Voice recordings recovered from the black box of a plane that crashed in Ankara, killing Libya’s top military commander and members of his delegation, indicate that multiple onboard generators failed shortly after takeoff, the state-run Anadolu news agency reported on Wednesday, citing a Turkish minister.
The Falcon 50 jet, carrying Libya’s armed forces chief Lt. Gen. Mohammed al-Haddad, crashed on December 23 near the Haymana district south of Ankara while returning home from an official visit to Turkey. Haddad and seven others on board were killed, including members of the Libyan military delegation and foreign crew members.
Transport and Infrastructure Minister Abdulkadir Uraloğlu said the cockpit voice recorder (CVR), analyzed in the United Kingdom, showed pilots repeatedly reporting electrical failures during continuous contact with air traffic control.
Libya announced in early January that Britain had agreed to analyze the flight recorder from the plane crash.
According to Uraloğlu, the pilots reported that the aircraft’s second generator failed within two minutes of takeoff, followed seconds later by the third generator. The recordings later indicated that all generators went offline before some systems briefly came back online.
The pilots first issued a “PAN-PAN” call, the second-highest emergency signal in aviation, requesting to return to Esenboğa Airport. As the situation worsened and onboard systems failed, manual guidance was attempted. The crew eventually activated the highest-level emergency alert, “MAYDAY,” but the aircraft crashed before reaching the airport.

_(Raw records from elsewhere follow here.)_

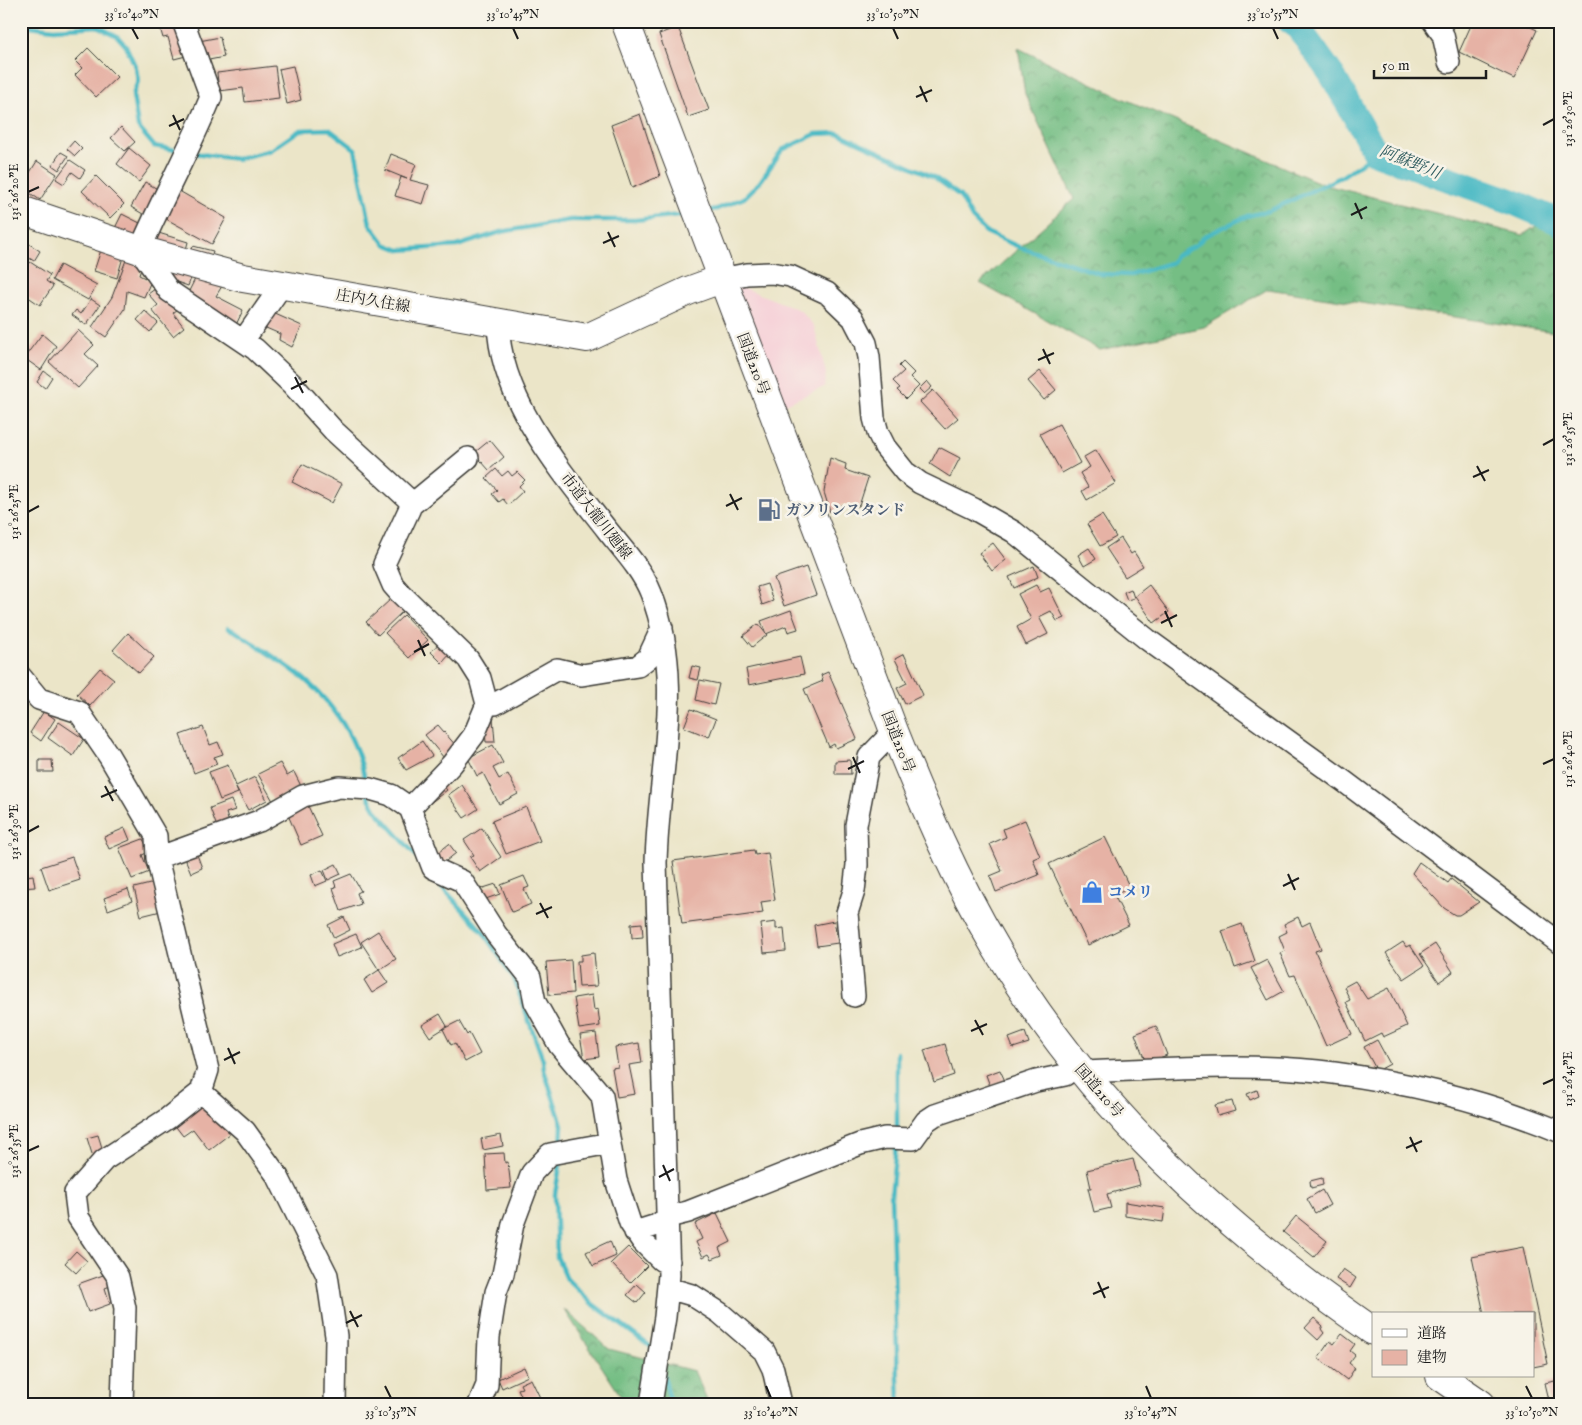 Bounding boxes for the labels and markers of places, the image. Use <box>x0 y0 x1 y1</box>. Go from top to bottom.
fuel station icon: ガソリンスタンド <box>756 497 782 523</box>
place label: ガソリンスタンド <box>786 501 906 520</box>
shop icon: コメリ <box>1079 879 1105 905</box>
place label: コメリ <box>1108 883 1153 902</box> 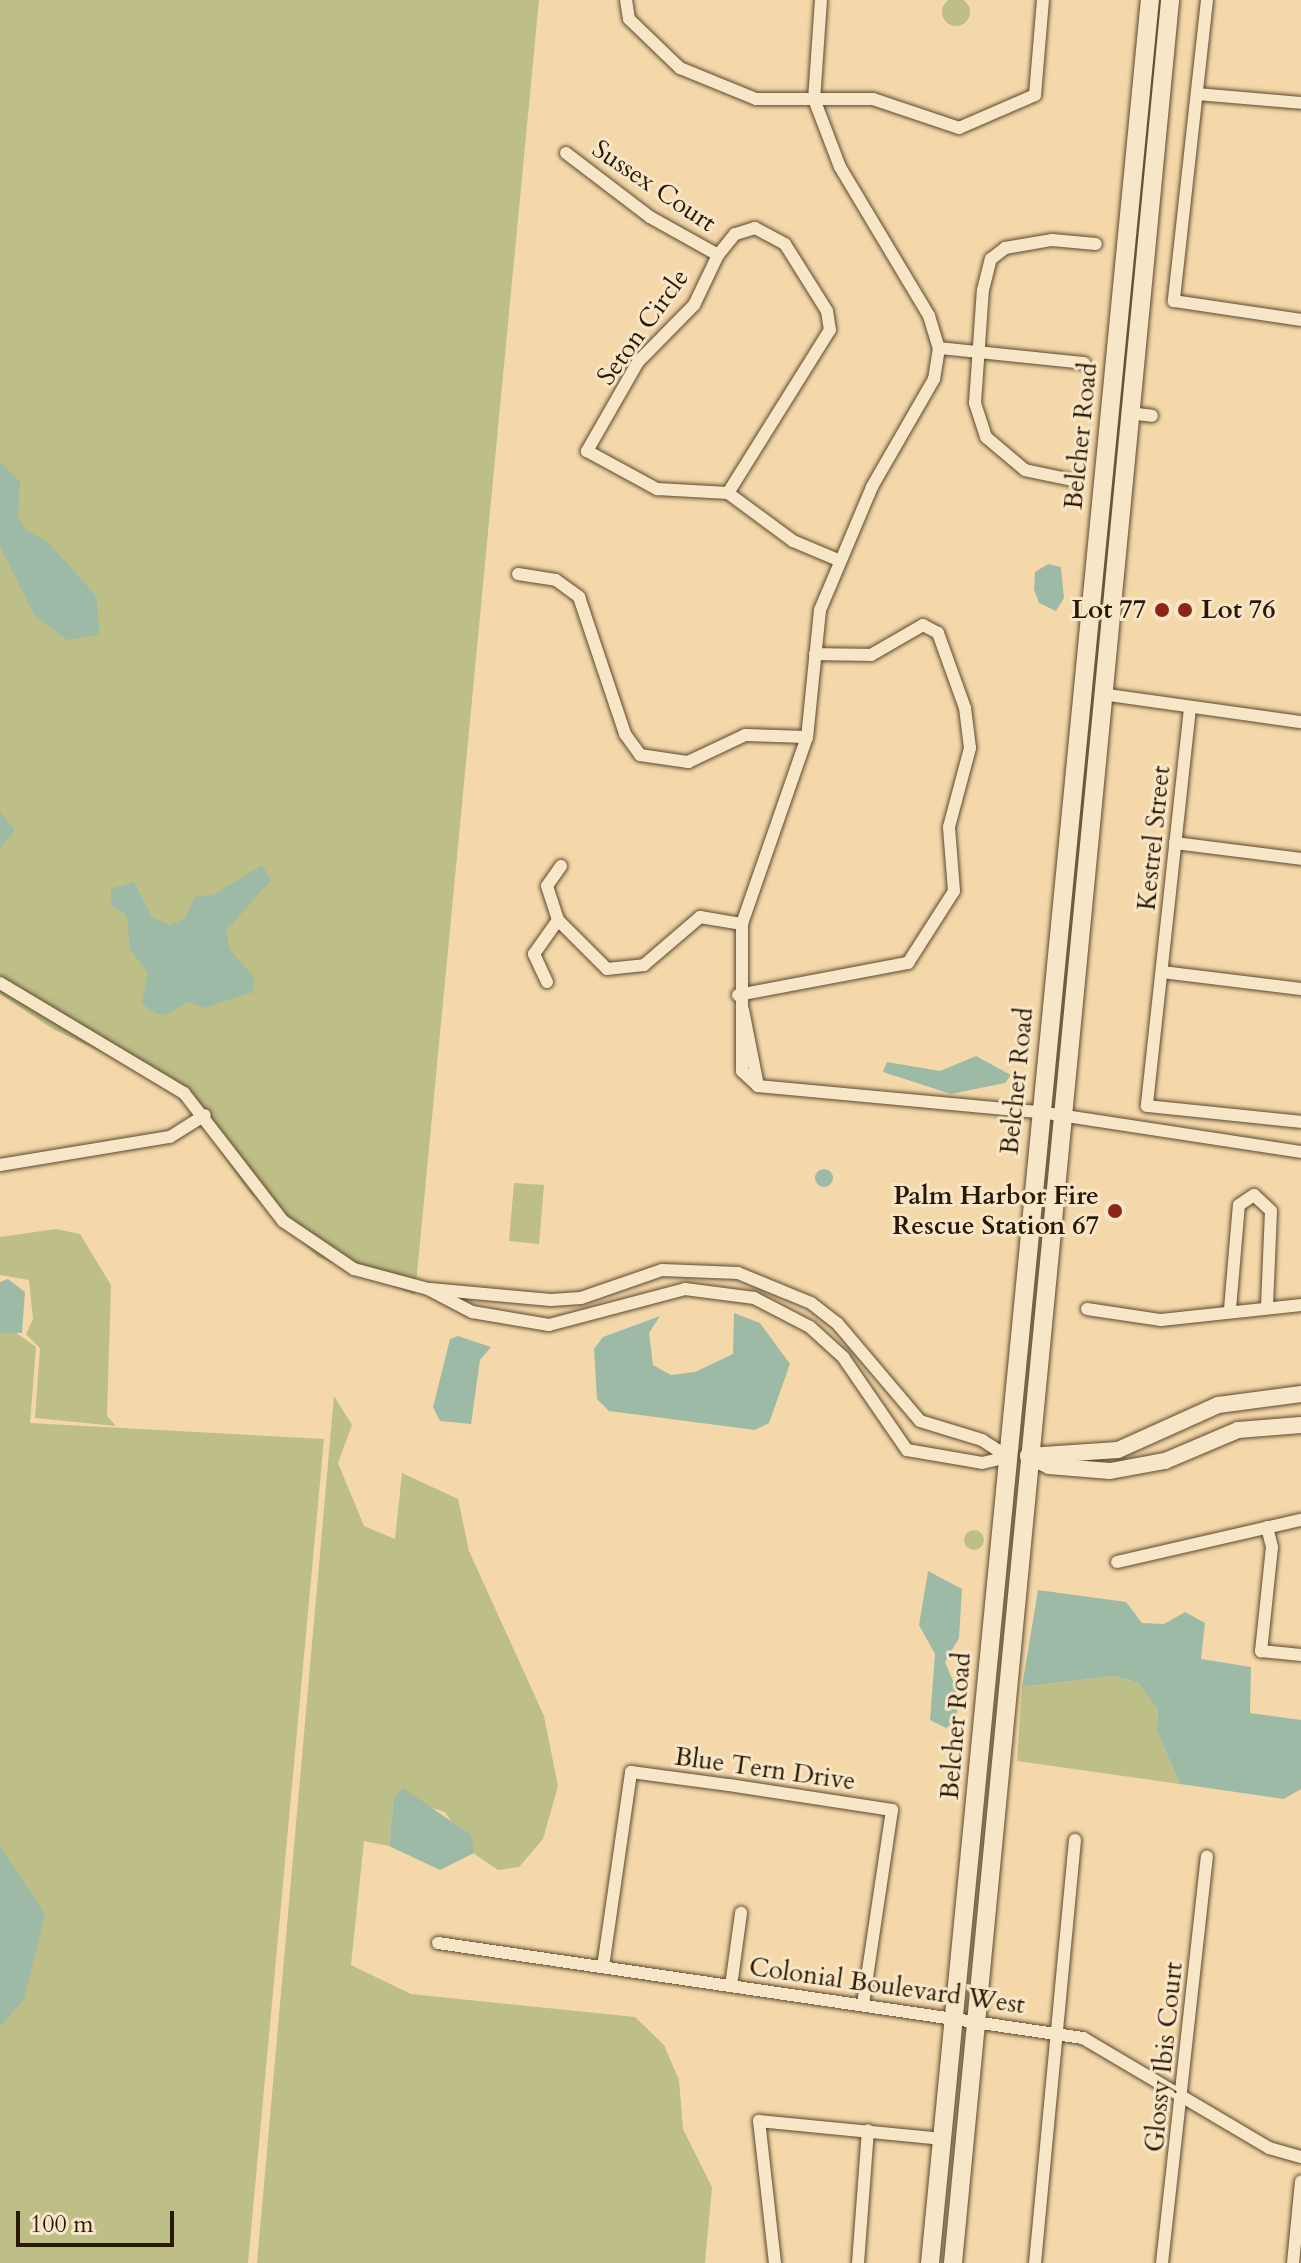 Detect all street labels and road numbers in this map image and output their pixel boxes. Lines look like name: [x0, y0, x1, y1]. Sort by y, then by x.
street label: Sussex Court: [586, 133, 722, 239]
street label: Seton Circle: [590, 263, 696, 391]
street label: Belcher Road: [1058, 361, 1104, 511]
street label: Kestrel Street: [1131, 764, 1177, 912]
street label: Belcher Road: [994, 1006, 1040, 1156]
street label: Belcher Road: [934, 1651, 978, 1801]
street label: Blue Tern Drive: [673, 1741, 857, 1797]
street label: Colonial Boulevard West: [747, 1951, 1027, 2021]
street label: Glossy Ibis Court: [1138, 1960, 1190, 2154] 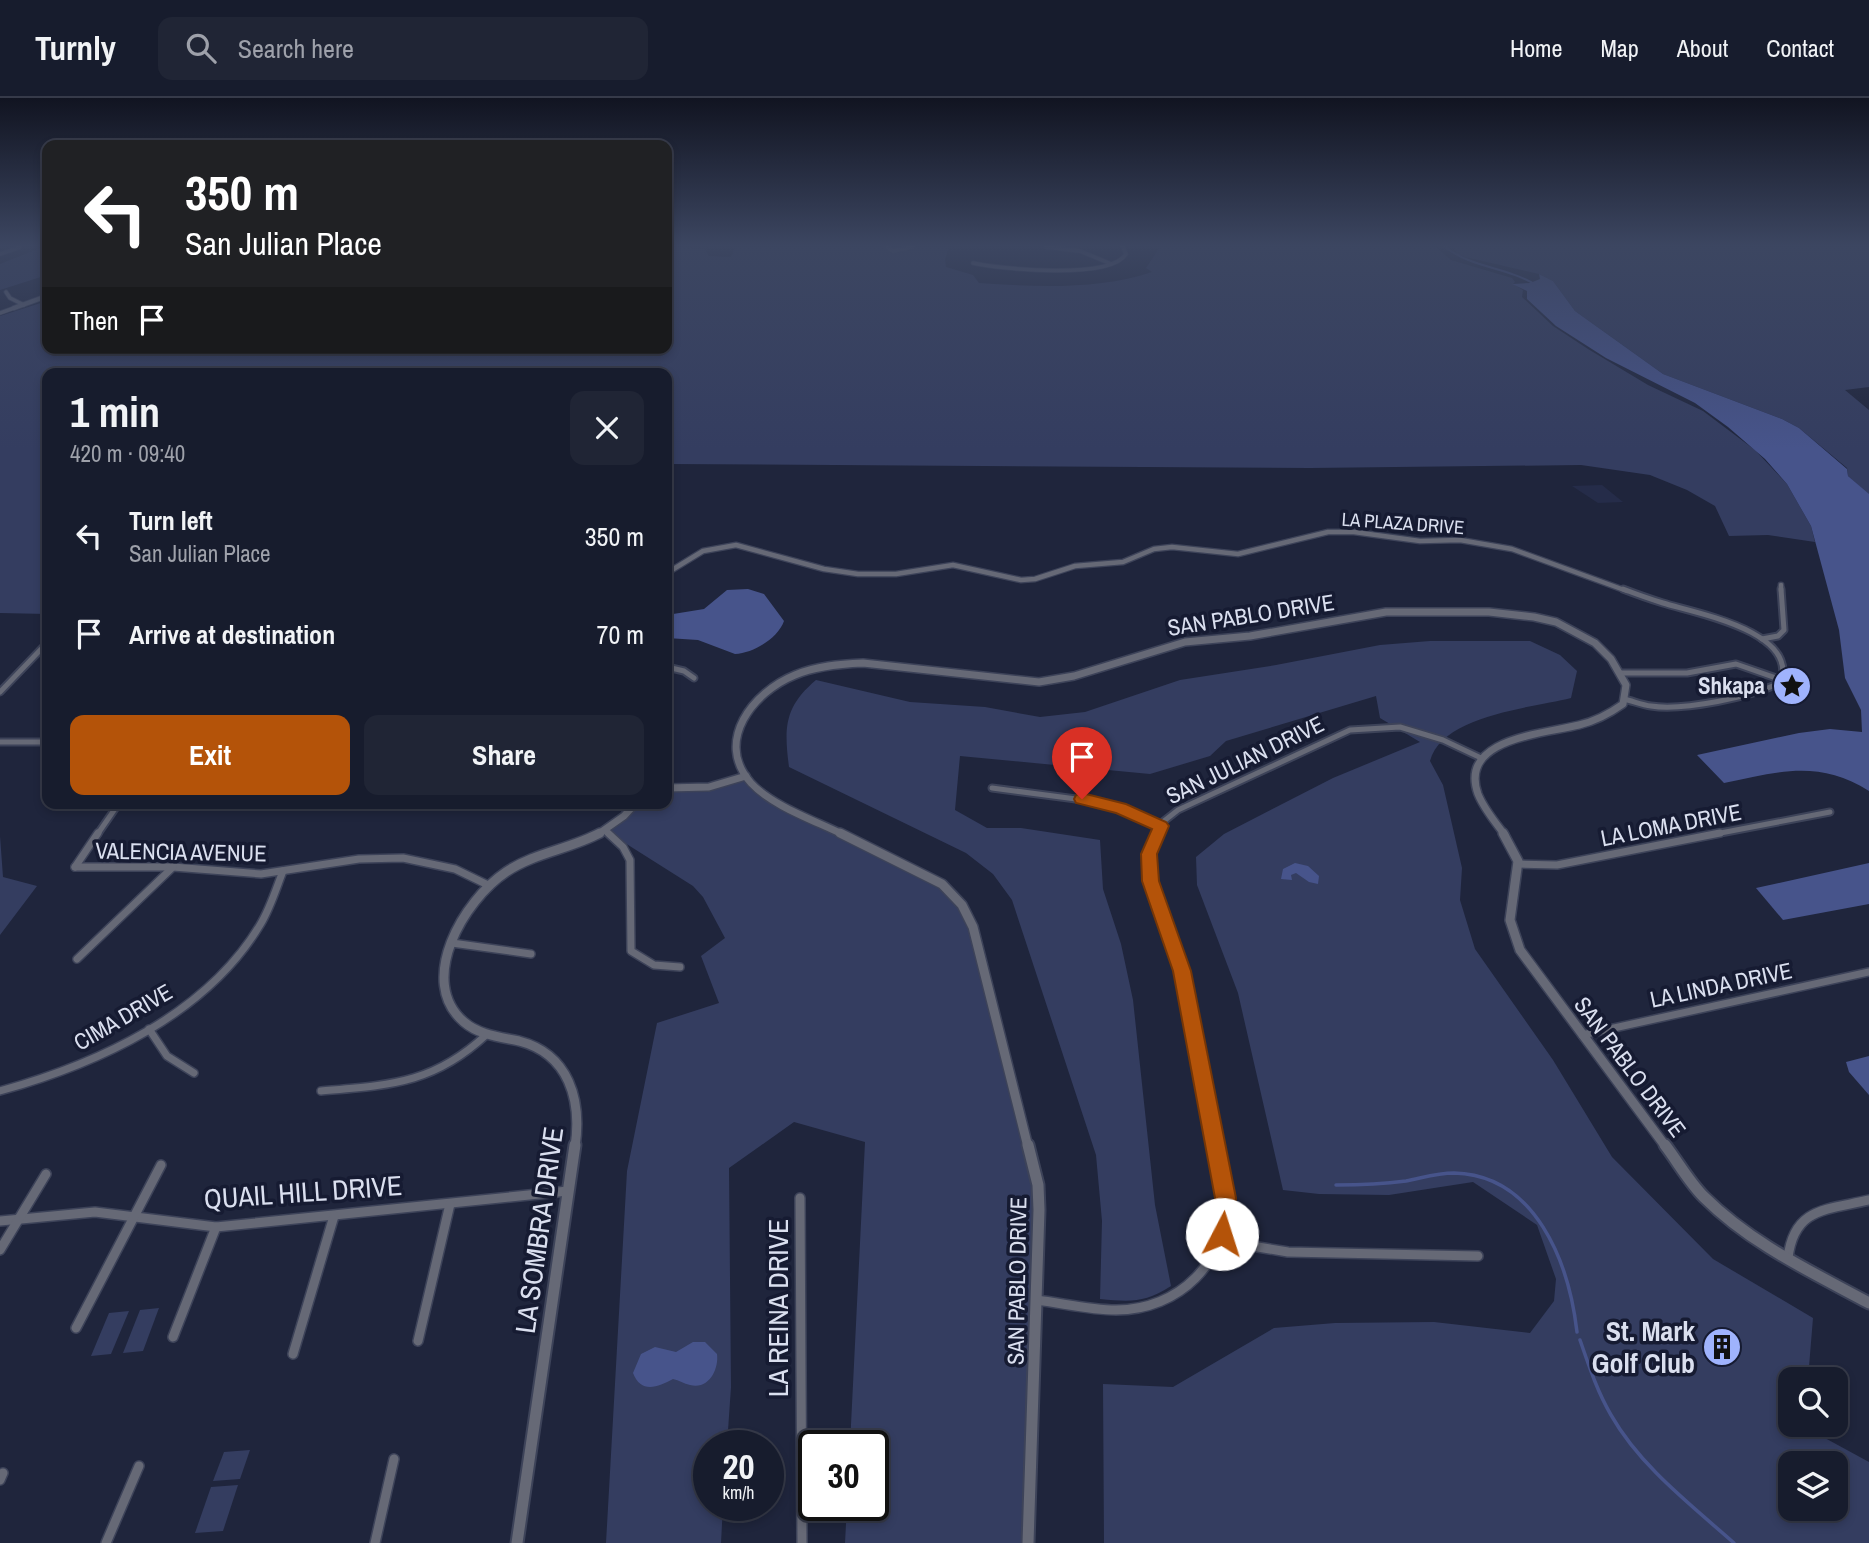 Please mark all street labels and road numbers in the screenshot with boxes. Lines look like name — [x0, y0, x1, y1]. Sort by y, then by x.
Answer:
street label: LA PLAZA DRIVE — [1341, 506, 1465, 540]
street label: SAN PABLO DRIVE — [1165, 586, 1337, 643]
street label: SAN JULIAN DRIVE — [1161, 708, 1329, 811]
street label: LA LOMA DRIVE — [1598, 796, 1744, 853]
street label: VALENCIA AVENUE — [95, 835, 267, 868]
street label: LA LINDA DRIVE — [1647, 954, 1795, 1015]
street label: CIMA DRIVE — [68, 976, 178, 1057]
street label: SAN PABLO DRIVE — [1567, 990, 1693, 1143]
street label: LA SOMBRA DRIVE — [506, 1124, 572, 1336]
street label: QUAIL HILL DRIVE — [203, 1166, 403, 1218]
street label: SAN PABLO DRIVE — [1000, 1197, 1033, 1365]
street label: LA REINA DRIVE — [759, 1219, 797, 1397]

The jet took off at 20:17 local time and remained airborne for about 37 minutes before crashing, Uraloğlu said. Contact with the aircraft was lost roughly 42 minutes after takeoff, and an emergency landing notification was sent near the site of the crash, Turkish authorities said.
The Dassault Falcon 50, a French-made long-range business jet, was chartered from Harmony Jets, a Malta-based private aviation company that says its maintenance facility is located in Lyon, France.
Turkey recovered both the cockpit voice recorder and the flight data recorder from farmland near the crash site. While the cockpit voice recorder has been successfully decoded, officials said the flight data recorder was very old and heavily damaged and that no usable data has so far been recovered.
According to Libyan Transport Minister Mohamed al-Chahoubi, Libya initially asked Germany to carry out the analysis of the aircraft’s flight recorder, but the request did not proceed after Germany indicated that France would need to be involved.
Citing neutrality requirements under the Chicago Convention and France’s role as the aircraft’s manufacturer, Libya and Turkey agreed that Britain would conduct the examination.
Haddad had traveled to Ankara for talks with his Turkish counterpart before returning to Tripoli.
Haddad served as chief of staff of the internationally recognized Government of National Unity, which controls parts of western Libya. The country has remained divided since a 2011 uprising backed by NATO overthrew longtime leader Muammar Gaddafi. Eastern Libya is dominated by forces loyal to rival military commander Khalifa Haftar.
Turkey has close ties with the UN-backed government in Tripoli, to which it provides economic and military support, and there have been frequent visits between the two sides.
But Ankara has recently also reached out to the rival administration in the east, with the head of Turkey’s intelligence agency, İbrahim Kalın, meeting with Haftar in Benghazi in August.